The Correct Option is A

Step 1: Understanding the Question:
The question asks for the rate constant expression for a first-order gas-phase decomposition reaction in terms of initial and total pressures.
Step 2: Key Formula or Approach:
Rate constant for first order: \(k = \frac{1}{t} \ln \frac{p_{initial}}{p_{final}}\).
Step 3: Detailed Explanation: Consider the reaction: \(A(g) \to B(g) + C(g)\)
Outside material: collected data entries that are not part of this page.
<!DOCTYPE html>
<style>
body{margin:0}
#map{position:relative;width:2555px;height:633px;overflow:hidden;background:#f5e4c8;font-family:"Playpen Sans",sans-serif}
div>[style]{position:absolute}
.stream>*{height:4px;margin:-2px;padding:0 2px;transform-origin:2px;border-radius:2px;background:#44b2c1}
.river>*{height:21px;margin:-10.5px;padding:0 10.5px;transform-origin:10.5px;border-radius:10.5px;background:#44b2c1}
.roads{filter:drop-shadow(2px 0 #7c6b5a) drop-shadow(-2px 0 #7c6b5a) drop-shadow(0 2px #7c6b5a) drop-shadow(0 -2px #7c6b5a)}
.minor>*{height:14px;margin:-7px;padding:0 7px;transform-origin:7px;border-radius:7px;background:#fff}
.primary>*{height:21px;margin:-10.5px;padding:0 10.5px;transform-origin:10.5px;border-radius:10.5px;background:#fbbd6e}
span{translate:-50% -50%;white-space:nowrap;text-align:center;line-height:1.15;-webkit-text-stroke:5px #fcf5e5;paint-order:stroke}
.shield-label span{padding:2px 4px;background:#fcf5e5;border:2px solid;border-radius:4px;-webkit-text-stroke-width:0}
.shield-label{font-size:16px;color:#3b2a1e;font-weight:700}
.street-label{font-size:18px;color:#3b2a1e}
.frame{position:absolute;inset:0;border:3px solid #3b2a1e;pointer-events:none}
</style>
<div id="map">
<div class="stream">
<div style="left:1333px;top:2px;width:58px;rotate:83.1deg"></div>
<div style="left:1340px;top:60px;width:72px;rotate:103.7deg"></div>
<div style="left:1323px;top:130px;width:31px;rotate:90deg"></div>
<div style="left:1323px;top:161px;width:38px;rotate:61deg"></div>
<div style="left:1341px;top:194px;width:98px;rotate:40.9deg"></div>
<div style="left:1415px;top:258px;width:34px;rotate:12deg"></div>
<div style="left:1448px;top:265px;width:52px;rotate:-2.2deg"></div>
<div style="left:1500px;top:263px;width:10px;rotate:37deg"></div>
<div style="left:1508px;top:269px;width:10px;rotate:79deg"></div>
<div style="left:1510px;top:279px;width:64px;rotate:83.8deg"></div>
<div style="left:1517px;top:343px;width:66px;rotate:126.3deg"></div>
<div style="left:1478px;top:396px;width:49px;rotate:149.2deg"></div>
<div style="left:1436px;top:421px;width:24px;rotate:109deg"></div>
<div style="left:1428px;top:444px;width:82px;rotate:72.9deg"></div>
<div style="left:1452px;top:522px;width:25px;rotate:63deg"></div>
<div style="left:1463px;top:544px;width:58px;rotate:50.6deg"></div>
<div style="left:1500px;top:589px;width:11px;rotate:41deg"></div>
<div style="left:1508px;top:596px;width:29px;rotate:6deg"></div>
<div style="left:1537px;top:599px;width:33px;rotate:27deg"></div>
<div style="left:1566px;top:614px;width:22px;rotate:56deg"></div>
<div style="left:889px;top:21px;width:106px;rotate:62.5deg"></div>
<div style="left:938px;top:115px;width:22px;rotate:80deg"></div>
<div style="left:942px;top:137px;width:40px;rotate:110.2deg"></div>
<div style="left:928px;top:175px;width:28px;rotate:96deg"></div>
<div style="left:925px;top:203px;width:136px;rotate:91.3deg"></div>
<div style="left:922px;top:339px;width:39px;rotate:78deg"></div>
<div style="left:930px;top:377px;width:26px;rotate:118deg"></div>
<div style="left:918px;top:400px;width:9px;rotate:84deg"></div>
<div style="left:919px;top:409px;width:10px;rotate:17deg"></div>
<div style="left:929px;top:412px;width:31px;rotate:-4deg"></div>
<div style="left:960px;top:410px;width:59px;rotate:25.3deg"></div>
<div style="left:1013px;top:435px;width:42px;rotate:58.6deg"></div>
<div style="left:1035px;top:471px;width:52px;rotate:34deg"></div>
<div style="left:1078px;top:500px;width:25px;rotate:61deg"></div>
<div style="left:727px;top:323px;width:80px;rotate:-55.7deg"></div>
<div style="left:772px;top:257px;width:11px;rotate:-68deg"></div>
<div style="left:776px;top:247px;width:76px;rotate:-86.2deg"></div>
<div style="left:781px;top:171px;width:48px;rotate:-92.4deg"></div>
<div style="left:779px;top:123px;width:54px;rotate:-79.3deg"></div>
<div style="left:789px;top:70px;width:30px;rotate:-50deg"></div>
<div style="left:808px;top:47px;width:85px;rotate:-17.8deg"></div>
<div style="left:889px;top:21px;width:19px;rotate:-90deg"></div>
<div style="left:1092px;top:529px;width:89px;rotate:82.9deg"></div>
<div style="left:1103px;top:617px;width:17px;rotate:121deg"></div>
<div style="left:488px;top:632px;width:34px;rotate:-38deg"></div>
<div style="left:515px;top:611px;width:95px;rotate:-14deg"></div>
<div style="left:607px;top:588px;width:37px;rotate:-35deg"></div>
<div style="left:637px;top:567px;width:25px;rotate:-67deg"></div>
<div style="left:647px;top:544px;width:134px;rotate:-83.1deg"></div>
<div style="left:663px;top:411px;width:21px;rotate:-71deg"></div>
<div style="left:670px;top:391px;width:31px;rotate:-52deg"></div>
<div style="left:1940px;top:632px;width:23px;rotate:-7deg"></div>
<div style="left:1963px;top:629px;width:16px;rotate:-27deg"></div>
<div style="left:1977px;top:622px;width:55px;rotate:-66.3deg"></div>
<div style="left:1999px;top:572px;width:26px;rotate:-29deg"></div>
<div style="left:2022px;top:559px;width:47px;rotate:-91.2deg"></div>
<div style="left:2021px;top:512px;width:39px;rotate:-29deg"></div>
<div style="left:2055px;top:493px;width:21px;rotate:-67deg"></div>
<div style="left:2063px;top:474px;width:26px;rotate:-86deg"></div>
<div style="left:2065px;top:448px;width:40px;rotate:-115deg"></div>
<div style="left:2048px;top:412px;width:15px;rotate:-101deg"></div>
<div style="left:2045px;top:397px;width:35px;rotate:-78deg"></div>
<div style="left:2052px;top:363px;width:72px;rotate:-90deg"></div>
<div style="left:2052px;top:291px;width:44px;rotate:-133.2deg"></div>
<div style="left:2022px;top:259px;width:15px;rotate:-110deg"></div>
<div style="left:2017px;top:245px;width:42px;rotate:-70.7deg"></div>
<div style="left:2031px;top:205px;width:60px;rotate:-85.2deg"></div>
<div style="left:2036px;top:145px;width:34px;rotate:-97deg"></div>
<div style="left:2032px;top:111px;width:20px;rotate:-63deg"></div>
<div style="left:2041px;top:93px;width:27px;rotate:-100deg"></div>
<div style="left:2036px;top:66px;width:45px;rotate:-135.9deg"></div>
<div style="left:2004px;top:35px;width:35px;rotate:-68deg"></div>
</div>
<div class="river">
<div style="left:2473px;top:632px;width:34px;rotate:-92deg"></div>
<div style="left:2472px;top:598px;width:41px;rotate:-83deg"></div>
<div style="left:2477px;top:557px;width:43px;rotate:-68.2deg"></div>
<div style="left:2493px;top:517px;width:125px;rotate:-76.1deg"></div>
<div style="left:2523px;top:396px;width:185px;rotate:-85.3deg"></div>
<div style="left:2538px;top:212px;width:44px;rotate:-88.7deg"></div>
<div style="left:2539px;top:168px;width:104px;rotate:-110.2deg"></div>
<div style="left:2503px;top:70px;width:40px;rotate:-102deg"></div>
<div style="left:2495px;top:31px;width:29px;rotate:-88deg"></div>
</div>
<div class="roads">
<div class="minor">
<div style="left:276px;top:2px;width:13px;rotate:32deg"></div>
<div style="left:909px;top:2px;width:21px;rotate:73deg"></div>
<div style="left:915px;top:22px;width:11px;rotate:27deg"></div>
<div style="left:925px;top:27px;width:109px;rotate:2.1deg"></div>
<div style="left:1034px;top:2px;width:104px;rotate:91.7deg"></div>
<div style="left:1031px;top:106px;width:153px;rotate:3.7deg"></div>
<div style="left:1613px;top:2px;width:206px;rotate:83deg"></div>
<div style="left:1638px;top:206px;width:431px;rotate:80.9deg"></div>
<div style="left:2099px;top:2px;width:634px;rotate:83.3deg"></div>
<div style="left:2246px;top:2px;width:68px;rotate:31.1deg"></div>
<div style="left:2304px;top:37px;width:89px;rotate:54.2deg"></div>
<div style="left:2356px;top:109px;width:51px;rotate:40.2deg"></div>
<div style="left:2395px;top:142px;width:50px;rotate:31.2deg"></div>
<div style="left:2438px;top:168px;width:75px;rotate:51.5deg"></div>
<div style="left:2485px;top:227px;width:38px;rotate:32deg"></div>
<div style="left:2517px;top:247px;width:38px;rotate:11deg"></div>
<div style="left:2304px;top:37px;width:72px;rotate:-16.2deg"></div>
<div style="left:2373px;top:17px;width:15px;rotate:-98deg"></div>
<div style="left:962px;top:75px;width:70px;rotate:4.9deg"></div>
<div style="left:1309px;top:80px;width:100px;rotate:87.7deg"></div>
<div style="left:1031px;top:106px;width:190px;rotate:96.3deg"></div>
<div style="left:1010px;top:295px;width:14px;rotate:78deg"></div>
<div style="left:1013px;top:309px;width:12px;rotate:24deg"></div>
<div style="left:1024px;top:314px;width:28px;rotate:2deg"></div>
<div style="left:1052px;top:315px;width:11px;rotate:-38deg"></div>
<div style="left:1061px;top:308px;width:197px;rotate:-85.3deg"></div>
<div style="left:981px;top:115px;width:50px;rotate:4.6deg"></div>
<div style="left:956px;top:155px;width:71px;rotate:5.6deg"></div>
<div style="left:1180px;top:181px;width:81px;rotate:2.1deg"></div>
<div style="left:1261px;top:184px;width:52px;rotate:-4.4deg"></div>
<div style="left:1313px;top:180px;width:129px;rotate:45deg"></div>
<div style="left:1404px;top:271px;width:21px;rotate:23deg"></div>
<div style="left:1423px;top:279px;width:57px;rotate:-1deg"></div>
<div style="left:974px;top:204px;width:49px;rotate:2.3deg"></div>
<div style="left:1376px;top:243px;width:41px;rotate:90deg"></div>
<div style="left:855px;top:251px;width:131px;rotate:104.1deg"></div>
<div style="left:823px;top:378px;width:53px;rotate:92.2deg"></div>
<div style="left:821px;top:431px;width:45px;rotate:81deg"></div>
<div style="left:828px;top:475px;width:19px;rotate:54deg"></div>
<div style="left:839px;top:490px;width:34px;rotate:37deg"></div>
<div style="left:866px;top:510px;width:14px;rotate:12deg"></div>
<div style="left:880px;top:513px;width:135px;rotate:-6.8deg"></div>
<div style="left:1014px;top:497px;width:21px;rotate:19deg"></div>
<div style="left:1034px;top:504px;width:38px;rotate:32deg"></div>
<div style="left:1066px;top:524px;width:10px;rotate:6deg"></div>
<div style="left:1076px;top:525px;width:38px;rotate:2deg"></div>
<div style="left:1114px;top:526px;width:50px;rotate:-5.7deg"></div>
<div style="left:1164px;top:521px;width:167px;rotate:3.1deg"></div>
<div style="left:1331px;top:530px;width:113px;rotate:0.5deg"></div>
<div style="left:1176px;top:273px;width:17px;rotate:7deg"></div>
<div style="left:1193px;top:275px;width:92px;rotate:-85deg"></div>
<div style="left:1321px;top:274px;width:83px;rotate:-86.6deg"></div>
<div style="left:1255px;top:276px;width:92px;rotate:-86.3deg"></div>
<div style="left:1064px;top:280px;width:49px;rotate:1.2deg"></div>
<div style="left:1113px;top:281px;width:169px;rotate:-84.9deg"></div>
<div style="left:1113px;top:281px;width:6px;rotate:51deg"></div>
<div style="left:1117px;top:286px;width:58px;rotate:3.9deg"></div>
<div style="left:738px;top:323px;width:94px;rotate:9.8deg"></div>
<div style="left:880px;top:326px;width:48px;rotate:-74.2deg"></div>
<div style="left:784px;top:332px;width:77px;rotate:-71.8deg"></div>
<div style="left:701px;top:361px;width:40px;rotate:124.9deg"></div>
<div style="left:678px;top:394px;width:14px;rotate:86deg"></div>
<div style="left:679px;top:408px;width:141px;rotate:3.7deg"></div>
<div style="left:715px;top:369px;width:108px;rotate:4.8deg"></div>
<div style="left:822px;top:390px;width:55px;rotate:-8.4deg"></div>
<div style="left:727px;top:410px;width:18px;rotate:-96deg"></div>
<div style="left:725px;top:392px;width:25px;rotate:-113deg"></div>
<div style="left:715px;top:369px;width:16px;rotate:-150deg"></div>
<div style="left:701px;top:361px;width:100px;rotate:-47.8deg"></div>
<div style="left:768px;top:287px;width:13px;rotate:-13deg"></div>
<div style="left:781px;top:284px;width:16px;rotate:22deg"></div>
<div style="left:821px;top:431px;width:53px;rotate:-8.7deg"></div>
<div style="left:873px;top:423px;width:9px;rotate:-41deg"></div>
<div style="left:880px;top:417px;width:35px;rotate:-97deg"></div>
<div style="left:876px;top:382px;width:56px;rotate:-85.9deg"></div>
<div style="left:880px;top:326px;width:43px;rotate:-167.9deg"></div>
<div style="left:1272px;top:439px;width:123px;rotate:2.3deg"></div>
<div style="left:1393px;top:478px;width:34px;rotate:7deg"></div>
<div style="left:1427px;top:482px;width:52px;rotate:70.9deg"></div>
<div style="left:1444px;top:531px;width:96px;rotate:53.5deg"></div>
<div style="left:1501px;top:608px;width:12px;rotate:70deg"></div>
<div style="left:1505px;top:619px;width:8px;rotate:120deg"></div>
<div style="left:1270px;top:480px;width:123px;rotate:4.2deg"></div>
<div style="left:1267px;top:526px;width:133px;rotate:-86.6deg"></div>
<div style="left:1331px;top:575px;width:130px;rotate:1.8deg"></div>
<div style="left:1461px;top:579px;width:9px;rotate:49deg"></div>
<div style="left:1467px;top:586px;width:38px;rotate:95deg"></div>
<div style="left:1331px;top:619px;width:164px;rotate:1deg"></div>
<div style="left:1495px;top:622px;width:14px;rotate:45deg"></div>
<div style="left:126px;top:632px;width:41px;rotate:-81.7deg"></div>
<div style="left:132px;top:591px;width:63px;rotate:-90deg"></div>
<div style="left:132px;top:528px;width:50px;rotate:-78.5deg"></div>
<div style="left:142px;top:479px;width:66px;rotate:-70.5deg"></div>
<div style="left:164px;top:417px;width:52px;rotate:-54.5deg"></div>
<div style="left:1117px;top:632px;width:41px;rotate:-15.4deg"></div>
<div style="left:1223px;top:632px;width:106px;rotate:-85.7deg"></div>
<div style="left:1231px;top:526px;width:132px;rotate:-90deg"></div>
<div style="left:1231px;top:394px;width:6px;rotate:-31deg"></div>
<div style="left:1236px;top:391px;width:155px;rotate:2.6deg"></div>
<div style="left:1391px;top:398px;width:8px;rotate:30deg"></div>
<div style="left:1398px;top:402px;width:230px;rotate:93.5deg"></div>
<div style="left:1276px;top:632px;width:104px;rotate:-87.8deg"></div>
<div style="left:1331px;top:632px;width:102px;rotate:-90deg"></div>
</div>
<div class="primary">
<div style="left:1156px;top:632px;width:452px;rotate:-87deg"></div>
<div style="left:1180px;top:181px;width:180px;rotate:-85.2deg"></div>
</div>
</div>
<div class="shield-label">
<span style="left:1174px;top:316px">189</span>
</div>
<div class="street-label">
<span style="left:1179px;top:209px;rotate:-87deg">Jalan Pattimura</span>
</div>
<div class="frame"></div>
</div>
At \(t = 0\): \(p_i, 0, 0\)
At \(t = t\): \(p_i - x, x, x\)
Total pressure at time \(t\), \(P_t\):
\[ P_t = (p_i - x) + x + x = p_i + x \]
From this, the decrease in pressure \(x\) is:
\[ x = P_t - p_i \]
The partial pressure of A at time \(t\), \(p_A\):
\[ p_A = p_i - x \]
\[ p_A = p_i - (P_t - p_i) = 2p_i - P_t \]
Now substitute the initial and final partial pressures of A into the first-order rate equation:
\[ k = \frac{1}{t} \ln \frac{p_i}{p_A} \]
\[ k = \frac{1}{t} \ln \frac{p_i}{2p_i - P_t} \]
Step 4: Final Answer:
The correct expression is \(k = \frac{1}{t} \ln \frac{p_i}{2p_i - P_t}\).